> _PROMPT_: Reproduce each line from the first in the data through the line that contains "0 #a5a8a8) drop-shadow(-2px" exactly; give nothing else.

Data entries:
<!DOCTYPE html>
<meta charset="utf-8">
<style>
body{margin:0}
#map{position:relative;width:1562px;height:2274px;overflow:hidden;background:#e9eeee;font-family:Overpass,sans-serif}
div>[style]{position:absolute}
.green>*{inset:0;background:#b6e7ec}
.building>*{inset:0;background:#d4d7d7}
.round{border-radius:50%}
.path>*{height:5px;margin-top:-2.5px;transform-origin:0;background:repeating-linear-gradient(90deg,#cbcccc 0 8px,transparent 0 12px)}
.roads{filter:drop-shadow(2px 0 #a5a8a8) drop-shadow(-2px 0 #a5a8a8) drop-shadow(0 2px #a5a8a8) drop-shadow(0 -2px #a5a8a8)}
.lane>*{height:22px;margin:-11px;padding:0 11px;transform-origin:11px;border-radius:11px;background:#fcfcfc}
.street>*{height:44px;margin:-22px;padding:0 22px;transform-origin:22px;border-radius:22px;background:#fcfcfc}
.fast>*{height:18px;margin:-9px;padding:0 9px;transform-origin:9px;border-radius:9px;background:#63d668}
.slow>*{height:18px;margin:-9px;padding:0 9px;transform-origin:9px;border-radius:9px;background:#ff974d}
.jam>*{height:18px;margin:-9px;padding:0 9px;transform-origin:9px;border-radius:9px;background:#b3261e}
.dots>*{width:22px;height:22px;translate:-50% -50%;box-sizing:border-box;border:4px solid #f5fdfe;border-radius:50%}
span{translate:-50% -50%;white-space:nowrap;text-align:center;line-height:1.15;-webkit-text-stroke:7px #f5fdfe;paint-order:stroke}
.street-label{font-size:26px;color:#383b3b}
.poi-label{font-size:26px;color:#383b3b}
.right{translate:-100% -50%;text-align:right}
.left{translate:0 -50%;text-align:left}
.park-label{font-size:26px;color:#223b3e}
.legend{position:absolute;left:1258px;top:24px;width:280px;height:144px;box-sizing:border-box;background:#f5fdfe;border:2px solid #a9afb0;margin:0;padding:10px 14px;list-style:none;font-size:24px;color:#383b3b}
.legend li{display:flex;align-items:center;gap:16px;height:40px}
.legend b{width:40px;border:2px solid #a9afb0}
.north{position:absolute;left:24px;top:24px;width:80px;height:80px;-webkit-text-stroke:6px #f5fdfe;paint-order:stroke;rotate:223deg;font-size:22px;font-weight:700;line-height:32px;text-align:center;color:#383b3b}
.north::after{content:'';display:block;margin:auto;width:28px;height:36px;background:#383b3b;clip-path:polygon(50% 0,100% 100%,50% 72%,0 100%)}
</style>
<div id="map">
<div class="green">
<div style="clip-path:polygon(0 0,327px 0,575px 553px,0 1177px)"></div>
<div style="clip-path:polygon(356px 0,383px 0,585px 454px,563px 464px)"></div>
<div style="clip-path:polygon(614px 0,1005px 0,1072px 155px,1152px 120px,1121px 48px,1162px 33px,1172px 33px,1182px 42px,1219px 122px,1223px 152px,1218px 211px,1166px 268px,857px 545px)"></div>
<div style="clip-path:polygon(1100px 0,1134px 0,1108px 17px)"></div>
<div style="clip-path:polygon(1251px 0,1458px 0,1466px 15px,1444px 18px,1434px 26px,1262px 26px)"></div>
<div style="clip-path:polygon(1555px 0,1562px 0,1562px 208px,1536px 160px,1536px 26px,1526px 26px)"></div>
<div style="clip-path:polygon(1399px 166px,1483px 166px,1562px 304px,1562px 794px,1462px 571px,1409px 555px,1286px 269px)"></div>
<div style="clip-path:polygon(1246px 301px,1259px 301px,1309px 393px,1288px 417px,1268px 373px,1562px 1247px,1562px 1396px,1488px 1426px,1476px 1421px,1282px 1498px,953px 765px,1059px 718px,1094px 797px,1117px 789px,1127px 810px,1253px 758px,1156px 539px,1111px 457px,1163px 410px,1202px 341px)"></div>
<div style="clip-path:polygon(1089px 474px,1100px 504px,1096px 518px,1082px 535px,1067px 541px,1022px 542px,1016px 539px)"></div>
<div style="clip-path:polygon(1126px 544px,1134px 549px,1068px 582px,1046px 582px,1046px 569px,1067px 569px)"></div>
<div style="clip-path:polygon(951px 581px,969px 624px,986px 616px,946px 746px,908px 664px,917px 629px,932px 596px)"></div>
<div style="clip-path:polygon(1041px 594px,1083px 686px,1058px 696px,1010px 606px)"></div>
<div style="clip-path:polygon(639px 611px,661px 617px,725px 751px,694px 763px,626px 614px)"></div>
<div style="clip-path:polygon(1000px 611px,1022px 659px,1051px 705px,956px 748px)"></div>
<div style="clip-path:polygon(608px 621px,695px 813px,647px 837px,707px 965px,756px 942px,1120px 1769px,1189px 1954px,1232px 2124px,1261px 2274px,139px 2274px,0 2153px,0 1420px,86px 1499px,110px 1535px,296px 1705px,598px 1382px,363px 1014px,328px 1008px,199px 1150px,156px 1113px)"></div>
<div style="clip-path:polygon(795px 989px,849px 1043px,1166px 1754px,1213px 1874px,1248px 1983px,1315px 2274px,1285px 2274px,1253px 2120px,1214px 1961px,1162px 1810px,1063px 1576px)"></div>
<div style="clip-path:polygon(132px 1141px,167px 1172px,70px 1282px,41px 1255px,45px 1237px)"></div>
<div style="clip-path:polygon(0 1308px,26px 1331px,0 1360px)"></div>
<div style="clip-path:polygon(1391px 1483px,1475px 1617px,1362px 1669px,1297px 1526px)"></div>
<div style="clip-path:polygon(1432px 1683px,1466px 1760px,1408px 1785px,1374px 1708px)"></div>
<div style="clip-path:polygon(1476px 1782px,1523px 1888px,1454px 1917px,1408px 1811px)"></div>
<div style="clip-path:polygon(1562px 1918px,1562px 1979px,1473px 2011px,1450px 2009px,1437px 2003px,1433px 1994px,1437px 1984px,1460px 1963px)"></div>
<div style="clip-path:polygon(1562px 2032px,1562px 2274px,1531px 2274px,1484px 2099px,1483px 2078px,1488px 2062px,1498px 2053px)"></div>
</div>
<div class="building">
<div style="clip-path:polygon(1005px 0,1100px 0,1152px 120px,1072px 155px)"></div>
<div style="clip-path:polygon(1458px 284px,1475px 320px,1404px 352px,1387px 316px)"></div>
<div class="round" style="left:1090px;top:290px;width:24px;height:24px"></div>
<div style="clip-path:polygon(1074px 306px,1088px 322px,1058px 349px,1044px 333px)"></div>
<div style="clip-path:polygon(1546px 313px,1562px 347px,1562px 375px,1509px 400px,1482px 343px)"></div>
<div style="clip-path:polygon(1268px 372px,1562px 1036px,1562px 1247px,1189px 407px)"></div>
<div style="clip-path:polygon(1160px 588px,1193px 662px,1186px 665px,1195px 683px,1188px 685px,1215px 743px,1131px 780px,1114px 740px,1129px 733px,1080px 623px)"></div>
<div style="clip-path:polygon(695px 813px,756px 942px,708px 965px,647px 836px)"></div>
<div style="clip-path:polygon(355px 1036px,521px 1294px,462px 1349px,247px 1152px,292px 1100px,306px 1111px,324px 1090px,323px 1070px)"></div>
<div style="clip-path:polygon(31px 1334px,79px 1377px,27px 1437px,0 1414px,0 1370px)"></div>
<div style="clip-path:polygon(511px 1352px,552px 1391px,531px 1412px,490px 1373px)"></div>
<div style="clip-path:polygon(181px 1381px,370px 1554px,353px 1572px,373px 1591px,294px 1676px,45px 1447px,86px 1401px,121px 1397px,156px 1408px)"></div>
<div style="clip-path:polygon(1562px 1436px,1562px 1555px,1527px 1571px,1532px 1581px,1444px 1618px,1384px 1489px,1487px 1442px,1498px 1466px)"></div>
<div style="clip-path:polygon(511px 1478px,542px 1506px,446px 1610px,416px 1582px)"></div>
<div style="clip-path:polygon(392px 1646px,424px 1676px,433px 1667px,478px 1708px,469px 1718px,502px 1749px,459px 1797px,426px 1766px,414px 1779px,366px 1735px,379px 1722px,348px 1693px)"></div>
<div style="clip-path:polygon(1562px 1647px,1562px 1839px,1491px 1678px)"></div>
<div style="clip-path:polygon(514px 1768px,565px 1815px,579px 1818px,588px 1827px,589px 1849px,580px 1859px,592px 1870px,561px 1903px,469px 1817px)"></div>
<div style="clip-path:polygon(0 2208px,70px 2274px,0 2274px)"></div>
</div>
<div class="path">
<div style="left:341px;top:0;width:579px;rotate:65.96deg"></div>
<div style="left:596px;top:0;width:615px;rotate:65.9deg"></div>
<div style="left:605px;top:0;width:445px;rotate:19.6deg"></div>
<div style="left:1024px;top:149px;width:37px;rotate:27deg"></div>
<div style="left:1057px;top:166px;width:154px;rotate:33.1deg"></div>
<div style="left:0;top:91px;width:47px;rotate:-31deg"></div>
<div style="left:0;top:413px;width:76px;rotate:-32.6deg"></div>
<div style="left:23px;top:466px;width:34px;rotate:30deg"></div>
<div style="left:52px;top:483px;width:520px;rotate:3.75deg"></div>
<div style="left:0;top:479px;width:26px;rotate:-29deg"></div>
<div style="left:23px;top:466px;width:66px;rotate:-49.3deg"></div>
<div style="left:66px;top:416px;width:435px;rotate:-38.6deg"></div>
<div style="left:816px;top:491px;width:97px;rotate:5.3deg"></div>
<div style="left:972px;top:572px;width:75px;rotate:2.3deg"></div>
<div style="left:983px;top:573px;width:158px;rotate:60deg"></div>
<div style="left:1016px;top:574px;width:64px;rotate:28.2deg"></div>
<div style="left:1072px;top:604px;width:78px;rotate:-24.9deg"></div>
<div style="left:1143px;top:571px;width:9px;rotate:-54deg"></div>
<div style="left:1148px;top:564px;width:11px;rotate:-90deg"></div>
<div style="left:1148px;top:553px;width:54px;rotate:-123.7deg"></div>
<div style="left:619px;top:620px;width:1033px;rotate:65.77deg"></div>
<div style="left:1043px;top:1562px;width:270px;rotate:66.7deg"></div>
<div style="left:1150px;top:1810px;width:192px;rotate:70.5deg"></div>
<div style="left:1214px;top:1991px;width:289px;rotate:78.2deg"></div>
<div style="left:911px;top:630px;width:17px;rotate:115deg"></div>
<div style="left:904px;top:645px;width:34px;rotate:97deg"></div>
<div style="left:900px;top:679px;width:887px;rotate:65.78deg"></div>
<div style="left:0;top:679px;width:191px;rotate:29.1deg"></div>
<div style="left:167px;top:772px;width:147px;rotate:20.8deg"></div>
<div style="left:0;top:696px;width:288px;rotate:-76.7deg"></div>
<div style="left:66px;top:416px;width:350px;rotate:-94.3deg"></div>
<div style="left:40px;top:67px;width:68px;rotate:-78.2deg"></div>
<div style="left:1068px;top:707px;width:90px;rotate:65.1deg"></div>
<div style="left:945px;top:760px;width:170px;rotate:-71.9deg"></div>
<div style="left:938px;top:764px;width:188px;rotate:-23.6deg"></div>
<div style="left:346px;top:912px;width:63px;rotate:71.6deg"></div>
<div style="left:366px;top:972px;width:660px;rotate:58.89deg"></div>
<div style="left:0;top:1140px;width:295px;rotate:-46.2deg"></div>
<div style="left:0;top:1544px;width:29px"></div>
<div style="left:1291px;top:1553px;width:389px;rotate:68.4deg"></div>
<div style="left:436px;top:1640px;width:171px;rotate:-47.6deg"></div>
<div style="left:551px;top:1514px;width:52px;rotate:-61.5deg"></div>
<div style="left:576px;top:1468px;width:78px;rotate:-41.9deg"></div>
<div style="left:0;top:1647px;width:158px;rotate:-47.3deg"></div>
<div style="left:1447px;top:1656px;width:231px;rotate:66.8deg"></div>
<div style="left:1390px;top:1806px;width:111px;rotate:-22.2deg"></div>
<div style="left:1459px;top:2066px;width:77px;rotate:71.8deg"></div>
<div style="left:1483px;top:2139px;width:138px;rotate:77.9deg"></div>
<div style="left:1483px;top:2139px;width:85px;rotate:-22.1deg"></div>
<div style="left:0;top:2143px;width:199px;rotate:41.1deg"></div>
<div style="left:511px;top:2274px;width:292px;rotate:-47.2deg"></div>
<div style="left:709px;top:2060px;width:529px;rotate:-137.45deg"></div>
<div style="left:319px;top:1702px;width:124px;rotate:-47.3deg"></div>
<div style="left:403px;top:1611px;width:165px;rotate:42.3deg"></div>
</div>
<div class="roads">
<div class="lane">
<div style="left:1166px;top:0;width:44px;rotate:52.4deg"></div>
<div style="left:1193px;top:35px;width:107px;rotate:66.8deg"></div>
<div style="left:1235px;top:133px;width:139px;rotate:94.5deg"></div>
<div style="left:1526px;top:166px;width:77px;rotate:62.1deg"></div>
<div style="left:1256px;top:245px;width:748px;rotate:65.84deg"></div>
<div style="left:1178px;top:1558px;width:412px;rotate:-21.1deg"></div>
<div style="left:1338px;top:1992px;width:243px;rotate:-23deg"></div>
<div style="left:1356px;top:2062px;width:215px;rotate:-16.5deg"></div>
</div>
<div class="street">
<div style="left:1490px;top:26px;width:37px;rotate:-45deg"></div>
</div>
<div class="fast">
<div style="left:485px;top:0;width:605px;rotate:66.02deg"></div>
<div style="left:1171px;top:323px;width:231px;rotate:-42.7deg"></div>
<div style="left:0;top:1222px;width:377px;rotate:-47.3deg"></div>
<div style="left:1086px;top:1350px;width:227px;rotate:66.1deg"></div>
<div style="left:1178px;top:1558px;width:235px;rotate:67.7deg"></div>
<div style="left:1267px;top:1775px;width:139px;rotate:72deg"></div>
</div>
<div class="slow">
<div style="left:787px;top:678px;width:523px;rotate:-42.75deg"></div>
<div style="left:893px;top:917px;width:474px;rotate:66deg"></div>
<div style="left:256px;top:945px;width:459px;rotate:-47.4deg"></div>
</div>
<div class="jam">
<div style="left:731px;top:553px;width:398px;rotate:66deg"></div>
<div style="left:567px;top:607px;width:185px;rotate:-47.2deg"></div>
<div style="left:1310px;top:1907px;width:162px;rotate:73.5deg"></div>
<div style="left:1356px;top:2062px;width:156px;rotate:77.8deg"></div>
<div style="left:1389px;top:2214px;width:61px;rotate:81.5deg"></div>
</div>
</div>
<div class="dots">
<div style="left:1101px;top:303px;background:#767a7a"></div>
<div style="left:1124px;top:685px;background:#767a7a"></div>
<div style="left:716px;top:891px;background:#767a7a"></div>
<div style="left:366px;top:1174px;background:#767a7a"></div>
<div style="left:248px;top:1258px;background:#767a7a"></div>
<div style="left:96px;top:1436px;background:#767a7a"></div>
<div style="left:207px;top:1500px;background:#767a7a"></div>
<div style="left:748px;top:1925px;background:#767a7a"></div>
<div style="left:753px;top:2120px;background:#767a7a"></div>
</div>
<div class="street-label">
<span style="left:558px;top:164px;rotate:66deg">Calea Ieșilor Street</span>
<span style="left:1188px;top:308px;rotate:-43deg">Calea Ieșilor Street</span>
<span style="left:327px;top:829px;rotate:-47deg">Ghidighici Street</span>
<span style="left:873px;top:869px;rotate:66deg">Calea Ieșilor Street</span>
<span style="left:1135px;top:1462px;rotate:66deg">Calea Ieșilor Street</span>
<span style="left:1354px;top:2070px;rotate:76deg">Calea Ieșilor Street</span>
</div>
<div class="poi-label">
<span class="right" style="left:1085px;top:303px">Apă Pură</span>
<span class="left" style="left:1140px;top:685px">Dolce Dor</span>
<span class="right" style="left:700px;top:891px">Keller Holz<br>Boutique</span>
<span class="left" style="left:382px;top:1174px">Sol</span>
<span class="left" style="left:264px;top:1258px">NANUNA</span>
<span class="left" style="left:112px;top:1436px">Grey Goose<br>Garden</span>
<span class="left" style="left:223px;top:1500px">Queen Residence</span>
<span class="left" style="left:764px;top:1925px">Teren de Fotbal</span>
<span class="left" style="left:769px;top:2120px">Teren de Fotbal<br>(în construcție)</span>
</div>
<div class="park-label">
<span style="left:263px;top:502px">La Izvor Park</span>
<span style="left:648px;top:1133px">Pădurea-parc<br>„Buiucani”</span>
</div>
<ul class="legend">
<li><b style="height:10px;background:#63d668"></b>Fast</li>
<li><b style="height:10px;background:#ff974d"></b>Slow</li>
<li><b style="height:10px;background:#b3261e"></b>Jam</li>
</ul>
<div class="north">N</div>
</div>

> _ANSWER TO THE EXERCISE_:
<!DOCTYPE html>
<meta charset="utf-8">
<style>
body{margin:0}
#map{position:relative;width:1562px;height:2274px;overflow:hidden;background:#e9eeee;font-family:Overpass,sans-serif}
div>[style]{position:absolute}
.green>*{inset:0;background:#b6e7ec}
.building>*{inset:0;background:#d4d7d7}
.round{border-radius:50%}
.path>*{height:5px;margin-top:-2.5px;transform-origin:0;background:repeating-linear-gradient(90deg,#cbcccc 0 8px,transparent 0 12px)}
.roads{filter:drop-shadow(2px 0 #a5a8a8) drop-shadow(-2px 0 #a5a8a8) drop-shadow(0 2px #a5a8a8) drop-shadow(0 -2px #a5a8a8)}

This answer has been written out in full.